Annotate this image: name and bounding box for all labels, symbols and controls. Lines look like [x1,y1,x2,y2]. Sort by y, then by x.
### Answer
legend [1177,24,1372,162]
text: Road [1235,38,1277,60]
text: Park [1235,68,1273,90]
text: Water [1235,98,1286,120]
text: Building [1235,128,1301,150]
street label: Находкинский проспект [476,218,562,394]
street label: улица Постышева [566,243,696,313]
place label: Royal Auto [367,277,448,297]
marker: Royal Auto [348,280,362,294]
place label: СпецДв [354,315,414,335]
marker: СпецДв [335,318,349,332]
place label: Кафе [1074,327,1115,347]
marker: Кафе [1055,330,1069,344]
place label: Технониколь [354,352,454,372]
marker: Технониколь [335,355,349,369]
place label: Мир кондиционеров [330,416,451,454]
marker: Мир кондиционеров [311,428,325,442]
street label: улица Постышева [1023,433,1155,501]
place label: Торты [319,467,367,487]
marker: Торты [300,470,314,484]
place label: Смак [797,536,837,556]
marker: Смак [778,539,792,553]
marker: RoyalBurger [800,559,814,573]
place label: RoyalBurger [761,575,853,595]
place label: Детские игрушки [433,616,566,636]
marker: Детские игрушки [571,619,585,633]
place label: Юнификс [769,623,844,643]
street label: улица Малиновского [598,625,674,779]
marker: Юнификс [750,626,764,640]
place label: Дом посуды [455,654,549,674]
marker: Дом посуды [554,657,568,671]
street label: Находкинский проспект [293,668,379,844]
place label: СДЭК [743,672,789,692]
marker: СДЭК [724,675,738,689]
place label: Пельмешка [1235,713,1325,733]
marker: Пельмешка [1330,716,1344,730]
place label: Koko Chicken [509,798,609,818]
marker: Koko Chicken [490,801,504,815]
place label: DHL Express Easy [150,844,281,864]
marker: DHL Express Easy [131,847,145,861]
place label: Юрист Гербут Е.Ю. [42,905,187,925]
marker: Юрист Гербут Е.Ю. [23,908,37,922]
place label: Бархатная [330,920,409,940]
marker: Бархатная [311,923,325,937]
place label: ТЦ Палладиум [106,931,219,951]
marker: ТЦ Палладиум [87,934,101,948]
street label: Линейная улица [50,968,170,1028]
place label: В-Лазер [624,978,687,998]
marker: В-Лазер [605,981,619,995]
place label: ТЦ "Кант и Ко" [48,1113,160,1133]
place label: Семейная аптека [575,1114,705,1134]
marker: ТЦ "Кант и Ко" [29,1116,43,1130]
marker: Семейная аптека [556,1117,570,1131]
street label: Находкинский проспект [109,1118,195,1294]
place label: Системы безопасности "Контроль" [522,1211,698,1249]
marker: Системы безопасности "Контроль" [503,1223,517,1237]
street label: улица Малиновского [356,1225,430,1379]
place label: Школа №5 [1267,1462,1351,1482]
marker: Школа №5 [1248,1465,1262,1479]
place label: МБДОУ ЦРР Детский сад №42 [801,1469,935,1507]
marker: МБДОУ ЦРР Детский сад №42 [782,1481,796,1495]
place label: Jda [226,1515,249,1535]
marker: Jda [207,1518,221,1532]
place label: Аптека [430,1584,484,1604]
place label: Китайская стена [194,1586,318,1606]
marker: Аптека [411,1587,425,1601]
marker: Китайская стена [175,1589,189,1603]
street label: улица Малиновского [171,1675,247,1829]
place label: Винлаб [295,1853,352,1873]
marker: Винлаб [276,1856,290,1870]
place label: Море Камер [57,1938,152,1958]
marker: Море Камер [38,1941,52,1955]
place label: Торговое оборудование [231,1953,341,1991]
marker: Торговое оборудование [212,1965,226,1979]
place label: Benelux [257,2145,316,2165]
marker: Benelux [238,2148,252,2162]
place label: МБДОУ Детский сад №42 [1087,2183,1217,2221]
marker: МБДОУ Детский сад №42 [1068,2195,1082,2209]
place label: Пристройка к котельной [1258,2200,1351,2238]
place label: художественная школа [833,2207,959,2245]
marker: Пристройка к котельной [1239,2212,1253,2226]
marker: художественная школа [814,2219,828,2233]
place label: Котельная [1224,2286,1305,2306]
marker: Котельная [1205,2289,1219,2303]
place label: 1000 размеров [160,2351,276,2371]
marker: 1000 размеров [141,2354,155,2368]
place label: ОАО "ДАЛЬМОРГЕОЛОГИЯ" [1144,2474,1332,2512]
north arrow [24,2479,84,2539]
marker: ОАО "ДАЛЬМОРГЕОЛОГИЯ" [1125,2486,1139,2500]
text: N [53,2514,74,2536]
^^^^^^^^
WHAT TO WORK ON: Find the lines above that include the string "Кафе" and copy them.

SOLUTION:
place label: Кафе [1074,327,1115,347]
marker: Кафе [1055,330,1069,344]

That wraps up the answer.